Die Sozialdemokraten sind weiterhin in den Ländern stark und in der Bundesregierung der Motor inhaltlicher Arbeit. Wie schon bei den Themen Mindestlohn, Mietpreisbremse, Kita-Ausbau treiben sie nun beim nächsten Megathema "Einwanderungsgesetz" die Union vor sich her. Nur nützt das der Partei nichts - gar nichts.

Die Umfragewerte verharren mit boshafter Trägheit um die 25 Prozent. Das macht die Partei nervös. Auch der Vorsitzende Sigmar Gabriel verliert allmählich die Orientierung und verhaspelt sich immer öfter: Seine Haltung zu TTIP oder Griechenland ist schwankend. Wie deprimiert die Stimmung in der Partei ist, zeigt der Vorstoß des schleswig-holsteinischen Ministerpräsidenten Torsten Albig, der mit der Idee spielte, bei der kommenden Bundestagswahl gar keinen eigenen Kanzlerkandidaten aufzustellen.

Das Problem

Die Programmarbeit in der Regierung wird von den Wählern nicht honoriert. Im Schatten des Kanzlerinnenglanzes bleibt die zweifellos eifrige Sozialdemokratie bundespolitisch kaum erkennbar. Und wie so oft leistet sich die SPD permanent unentschieden vor sich hin köchelnde Richtungsdebatten. Vor allem aber fehlt den Sozialdemokraten jede eigene Machtperspektive. Rot-Grün ist weit entfernt von einer eigenen Mehrheit, zudem machen sich die Grünen eher für eine Koalition mit der Union hübsch.

Und die Linkspartei ist in einem Zustand, der es ausgeschlossen erscheinen lässt, dass in absehbarer Zeit ein rot-rot-grünes Bündnis für die Wähler attraktiv sein könnte. Alles, worauf die Sozialdemokraten mittelfristig hoffen können, sind ein paar Ministersessel am Hofe der Kanzlerin. Für eine Partei mit einem so ausgeprägten Gestaltungsanspruch wie die SPD ist das von schmerzhafter Trostlosigkeit.

Die Strategie

Im Grunde hat sich in der Partei die Überzeugung breitgemacht, dass bundespolitisch nichts zu holen ist, solange die Kanzlerin Angela Merkel heißt. Also setzt die SPD darauf, die Machtbasis in den Ländern und den Städten auszubauen. Das wenigstens gelingt. Es wäre deshalb fundamental wichtig, wenn im Frühjahr in Rheinland-Pfalz Ministerpräsidentin Malu Dreyer ihre Stellung behaupten könnte und im Südwesten wenigstens die Regierungsbeteiligung erhalten bliebe.

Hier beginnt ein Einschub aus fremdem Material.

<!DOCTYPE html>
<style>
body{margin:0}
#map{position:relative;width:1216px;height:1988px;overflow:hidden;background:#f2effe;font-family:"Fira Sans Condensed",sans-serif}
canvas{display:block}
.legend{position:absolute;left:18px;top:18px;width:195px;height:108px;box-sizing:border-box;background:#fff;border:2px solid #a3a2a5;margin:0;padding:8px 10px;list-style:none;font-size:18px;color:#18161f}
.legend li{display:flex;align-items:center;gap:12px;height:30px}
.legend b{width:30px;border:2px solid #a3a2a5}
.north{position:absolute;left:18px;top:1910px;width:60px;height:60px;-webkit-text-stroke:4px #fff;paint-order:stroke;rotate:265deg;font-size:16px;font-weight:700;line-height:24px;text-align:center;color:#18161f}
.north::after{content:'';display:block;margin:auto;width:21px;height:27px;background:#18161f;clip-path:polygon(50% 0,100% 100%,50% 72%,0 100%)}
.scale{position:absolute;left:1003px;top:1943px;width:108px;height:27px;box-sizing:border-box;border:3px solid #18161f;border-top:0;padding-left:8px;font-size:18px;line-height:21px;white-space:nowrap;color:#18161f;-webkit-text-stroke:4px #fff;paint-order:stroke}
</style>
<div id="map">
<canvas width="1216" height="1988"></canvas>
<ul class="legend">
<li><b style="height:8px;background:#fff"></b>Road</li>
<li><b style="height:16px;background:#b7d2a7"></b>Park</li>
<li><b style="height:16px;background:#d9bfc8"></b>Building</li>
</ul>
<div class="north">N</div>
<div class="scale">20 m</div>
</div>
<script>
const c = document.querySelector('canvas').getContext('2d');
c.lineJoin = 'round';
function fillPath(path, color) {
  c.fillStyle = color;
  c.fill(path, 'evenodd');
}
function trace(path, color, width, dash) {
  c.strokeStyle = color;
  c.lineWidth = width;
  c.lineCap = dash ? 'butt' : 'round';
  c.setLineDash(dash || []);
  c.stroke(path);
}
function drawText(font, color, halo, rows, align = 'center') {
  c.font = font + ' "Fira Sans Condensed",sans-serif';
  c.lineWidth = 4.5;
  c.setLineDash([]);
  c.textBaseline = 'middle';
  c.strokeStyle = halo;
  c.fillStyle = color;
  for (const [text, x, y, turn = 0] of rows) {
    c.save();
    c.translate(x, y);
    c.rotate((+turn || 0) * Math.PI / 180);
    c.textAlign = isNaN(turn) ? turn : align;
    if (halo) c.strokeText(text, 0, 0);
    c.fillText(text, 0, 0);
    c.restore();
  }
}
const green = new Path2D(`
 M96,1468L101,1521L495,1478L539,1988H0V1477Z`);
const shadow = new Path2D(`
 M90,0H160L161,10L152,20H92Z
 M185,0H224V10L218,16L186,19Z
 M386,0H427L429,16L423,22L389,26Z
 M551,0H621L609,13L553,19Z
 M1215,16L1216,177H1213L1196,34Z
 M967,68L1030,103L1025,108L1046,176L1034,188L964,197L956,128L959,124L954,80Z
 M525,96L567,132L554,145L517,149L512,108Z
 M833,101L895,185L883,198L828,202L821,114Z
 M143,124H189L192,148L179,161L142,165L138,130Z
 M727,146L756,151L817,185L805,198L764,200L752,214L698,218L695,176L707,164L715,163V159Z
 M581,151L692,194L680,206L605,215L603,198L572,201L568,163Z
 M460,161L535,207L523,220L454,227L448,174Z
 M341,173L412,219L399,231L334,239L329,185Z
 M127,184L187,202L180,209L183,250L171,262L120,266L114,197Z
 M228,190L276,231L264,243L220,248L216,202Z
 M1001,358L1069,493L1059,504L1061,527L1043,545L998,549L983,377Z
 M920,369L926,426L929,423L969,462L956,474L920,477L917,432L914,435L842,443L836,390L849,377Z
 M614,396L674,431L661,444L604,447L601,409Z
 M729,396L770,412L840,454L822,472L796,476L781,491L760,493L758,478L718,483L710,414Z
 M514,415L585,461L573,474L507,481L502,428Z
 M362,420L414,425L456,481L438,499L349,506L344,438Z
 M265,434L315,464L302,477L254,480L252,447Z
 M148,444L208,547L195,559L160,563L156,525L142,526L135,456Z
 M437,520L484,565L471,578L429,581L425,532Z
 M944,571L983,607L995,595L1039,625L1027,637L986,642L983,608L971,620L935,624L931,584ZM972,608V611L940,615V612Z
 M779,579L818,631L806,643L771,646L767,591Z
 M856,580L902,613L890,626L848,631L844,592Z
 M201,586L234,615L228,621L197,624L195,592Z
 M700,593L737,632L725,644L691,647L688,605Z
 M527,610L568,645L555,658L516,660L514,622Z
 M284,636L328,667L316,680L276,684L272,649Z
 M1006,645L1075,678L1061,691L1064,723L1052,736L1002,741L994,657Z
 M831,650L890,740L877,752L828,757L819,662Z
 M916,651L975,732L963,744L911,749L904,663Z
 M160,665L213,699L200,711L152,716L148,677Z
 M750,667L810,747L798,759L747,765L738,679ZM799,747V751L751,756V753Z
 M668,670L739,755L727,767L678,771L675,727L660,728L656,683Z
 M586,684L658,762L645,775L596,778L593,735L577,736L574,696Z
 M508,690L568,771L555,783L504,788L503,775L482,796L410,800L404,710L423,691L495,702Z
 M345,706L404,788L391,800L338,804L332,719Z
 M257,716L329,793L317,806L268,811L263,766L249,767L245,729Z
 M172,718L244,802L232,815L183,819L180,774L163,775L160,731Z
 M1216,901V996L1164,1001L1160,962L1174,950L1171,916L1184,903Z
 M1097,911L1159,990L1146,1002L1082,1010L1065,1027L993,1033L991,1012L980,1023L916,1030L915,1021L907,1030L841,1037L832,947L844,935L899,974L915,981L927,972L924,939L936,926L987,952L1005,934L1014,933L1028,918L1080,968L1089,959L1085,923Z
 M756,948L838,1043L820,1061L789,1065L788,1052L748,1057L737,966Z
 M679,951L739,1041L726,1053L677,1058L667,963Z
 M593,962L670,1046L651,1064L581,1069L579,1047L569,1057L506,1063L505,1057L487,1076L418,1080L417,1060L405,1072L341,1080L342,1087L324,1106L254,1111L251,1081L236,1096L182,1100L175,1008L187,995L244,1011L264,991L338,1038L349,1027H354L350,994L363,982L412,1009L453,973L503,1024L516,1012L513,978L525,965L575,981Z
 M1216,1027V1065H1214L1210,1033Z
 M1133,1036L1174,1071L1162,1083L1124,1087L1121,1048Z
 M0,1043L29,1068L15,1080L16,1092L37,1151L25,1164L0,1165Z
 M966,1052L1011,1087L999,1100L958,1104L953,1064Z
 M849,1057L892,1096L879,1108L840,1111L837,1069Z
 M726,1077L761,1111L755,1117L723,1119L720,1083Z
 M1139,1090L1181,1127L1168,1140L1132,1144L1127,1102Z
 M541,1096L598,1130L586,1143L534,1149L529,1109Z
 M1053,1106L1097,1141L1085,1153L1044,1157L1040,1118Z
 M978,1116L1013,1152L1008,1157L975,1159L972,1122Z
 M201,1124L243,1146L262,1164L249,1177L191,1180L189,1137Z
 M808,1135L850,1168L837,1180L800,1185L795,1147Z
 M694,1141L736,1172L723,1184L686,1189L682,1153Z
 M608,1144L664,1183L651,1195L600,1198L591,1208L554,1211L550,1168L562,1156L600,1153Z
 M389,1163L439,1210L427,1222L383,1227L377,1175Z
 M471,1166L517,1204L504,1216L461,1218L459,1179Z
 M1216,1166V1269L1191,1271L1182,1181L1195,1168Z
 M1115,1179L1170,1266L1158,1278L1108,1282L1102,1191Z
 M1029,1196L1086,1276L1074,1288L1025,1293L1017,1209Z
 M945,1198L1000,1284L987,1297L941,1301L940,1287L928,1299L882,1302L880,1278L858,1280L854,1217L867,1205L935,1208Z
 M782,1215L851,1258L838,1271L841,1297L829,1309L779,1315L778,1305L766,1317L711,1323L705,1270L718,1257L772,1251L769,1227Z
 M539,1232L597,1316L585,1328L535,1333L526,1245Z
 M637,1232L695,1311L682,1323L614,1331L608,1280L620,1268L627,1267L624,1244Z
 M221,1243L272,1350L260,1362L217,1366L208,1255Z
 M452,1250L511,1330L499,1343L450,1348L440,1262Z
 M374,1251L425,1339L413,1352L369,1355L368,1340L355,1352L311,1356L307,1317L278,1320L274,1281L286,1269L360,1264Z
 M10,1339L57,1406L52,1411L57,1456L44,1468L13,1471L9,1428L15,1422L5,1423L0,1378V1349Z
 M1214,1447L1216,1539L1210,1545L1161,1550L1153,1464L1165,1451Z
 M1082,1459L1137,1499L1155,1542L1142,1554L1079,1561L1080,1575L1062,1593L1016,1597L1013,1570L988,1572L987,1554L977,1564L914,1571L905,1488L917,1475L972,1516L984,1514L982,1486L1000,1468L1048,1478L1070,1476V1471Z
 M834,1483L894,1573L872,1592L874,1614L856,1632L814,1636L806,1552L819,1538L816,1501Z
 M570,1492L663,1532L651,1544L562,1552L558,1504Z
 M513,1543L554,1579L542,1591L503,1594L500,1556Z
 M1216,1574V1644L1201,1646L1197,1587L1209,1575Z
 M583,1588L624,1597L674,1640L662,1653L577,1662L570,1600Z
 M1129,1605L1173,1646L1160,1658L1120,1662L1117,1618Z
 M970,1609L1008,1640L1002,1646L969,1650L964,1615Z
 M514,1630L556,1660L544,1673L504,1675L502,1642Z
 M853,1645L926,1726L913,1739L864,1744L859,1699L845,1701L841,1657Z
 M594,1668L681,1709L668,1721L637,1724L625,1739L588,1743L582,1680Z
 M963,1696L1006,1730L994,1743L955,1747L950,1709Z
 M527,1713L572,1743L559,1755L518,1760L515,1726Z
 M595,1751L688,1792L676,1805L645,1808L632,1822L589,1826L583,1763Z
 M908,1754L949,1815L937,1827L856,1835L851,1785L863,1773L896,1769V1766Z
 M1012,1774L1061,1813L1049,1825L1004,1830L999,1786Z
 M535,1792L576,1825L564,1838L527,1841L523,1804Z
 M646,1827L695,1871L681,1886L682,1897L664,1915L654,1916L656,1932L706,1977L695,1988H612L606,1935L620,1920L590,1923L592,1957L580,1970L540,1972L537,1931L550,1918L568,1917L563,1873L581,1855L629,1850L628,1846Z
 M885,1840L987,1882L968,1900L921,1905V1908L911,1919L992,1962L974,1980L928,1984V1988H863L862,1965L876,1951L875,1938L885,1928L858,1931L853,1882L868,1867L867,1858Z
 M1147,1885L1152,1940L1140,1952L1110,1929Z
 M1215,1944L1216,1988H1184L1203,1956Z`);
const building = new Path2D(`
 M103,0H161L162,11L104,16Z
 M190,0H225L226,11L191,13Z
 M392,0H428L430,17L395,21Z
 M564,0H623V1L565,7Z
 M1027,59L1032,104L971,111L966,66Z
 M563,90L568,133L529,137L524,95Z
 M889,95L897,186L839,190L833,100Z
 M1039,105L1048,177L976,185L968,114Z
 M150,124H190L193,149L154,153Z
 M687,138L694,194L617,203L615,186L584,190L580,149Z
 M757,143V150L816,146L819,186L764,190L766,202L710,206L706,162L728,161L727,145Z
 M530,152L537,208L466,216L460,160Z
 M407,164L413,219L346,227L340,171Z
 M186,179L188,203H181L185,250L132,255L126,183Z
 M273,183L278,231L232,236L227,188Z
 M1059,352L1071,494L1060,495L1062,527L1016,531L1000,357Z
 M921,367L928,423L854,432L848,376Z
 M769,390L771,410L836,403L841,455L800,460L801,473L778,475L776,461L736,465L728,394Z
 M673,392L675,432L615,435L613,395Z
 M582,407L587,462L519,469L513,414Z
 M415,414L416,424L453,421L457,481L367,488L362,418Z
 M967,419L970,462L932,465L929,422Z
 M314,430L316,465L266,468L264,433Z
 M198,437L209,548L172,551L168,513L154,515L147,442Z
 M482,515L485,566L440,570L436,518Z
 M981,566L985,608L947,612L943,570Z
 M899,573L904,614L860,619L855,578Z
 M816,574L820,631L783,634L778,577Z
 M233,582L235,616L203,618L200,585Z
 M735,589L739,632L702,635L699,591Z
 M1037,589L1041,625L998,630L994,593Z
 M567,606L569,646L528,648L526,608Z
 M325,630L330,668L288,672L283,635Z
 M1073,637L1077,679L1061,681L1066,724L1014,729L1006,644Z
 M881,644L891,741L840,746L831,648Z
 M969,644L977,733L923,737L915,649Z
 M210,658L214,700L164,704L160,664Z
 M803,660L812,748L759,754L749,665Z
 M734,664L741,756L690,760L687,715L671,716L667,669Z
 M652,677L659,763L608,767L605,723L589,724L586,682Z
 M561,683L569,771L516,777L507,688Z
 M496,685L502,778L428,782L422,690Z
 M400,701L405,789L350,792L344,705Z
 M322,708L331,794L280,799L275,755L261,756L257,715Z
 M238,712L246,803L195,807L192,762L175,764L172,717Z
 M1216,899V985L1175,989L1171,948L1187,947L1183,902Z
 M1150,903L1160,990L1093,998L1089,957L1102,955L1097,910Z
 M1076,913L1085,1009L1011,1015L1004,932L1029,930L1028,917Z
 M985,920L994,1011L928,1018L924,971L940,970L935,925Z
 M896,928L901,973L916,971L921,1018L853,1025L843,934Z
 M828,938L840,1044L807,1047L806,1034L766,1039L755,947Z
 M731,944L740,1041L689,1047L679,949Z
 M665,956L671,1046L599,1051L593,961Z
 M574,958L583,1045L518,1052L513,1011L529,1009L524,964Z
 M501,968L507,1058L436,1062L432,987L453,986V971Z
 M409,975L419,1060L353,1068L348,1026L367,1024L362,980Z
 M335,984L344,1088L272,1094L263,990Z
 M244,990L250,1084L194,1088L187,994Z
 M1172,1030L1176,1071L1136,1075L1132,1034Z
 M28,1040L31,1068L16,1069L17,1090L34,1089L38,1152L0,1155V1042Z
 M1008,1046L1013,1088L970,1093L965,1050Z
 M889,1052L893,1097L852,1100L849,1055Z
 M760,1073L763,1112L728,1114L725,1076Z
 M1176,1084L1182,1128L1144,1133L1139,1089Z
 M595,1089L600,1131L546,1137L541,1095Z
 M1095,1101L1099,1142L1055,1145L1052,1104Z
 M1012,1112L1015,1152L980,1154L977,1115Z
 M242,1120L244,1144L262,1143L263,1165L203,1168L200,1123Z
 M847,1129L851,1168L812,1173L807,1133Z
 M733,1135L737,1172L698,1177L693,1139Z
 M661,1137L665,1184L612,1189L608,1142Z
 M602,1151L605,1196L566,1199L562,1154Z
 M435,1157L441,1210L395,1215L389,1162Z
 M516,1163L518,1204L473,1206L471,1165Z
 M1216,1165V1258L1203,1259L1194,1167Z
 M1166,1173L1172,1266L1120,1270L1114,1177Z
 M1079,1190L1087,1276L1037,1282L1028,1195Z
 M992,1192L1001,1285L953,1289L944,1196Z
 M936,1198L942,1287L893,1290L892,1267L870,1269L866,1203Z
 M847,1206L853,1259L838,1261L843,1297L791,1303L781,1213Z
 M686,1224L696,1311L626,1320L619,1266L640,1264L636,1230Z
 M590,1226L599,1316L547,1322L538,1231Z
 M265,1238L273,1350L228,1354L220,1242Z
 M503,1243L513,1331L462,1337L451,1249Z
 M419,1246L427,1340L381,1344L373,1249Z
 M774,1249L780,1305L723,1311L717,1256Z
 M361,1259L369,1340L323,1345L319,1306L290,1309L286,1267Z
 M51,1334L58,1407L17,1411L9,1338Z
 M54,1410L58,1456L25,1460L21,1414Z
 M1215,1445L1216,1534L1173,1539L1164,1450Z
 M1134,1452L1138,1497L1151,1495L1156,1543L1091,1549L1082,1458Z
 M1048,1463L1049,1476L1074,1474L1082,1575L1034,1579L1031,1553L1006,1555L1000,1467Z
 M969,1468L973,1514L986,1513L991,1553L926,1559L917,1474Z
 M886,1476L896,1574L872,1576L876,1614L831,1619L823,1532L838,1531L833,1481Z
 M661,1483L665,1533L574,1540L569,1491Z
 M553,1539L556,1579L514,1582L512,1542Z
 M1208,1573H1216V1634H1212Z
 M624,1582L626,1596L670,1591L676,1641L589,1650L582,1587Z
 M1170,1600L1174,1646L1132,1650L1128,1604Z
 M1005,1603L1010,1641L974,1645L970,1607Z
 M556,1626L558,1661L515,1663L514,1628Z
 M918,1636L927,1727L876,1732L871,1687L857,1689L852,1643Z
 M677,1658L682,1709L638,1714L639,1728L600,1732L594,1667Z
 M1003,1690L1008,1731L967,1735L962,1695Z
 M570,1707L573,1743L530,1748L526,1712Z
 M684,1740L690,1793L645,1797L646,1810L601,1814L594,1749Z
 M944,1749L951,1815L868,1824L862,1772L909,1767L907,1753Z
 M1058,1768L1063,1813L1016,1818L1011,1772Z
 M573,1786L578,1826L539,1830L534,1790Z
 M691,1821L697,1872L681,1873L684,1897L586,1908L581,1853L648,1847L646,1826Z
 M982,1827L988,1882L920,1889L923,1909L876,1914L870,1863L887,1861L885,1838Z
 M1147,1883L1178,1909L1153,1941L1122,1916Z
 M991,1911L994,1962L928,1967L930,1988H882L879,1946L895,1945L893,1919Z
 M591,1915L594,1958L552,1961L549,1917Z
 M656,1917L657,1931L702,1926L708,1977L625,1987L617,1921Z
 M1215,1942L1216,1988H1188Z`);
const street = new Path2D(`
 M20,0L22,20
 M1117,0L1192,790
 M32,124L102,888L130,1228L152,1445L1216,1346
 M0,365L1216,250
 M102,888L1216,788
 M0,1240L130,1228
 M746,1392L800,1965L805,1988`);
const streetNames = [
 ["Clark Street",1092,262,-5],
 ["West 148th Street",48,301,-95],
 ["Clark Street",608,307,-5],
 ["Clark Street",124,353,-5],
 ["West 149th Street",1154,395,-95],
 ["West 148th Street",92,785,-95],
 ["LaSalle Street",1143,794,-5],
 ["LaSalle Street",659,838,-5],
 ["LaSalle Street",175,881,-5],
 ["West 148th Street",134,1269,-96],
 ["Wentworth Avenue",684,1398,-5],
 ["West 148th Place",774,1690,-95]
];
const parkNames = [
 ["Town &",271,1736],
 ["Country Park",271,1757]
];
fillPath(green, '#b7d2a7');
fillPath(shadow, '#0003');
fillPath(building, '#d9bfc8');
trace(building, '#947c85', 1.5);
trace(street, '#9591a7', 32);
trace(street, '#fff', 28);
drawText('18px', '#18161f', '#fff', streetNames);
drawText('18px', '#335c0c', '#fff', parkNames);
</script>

Dagegen ist die inhaltliche Strategie höchst umstritten. Parteichef Gabriel hat versucht, die Partei in die politische Mitte zu führen, erntet aber von der Funktionärsebene regelmäßig Kritik. Dort heißt es: In der großen Koalition müsse man genug Rücksicht nehmen, da dürfe man sich nicht auch noch programmatisch selbst die Ecken und Kanten nehmen.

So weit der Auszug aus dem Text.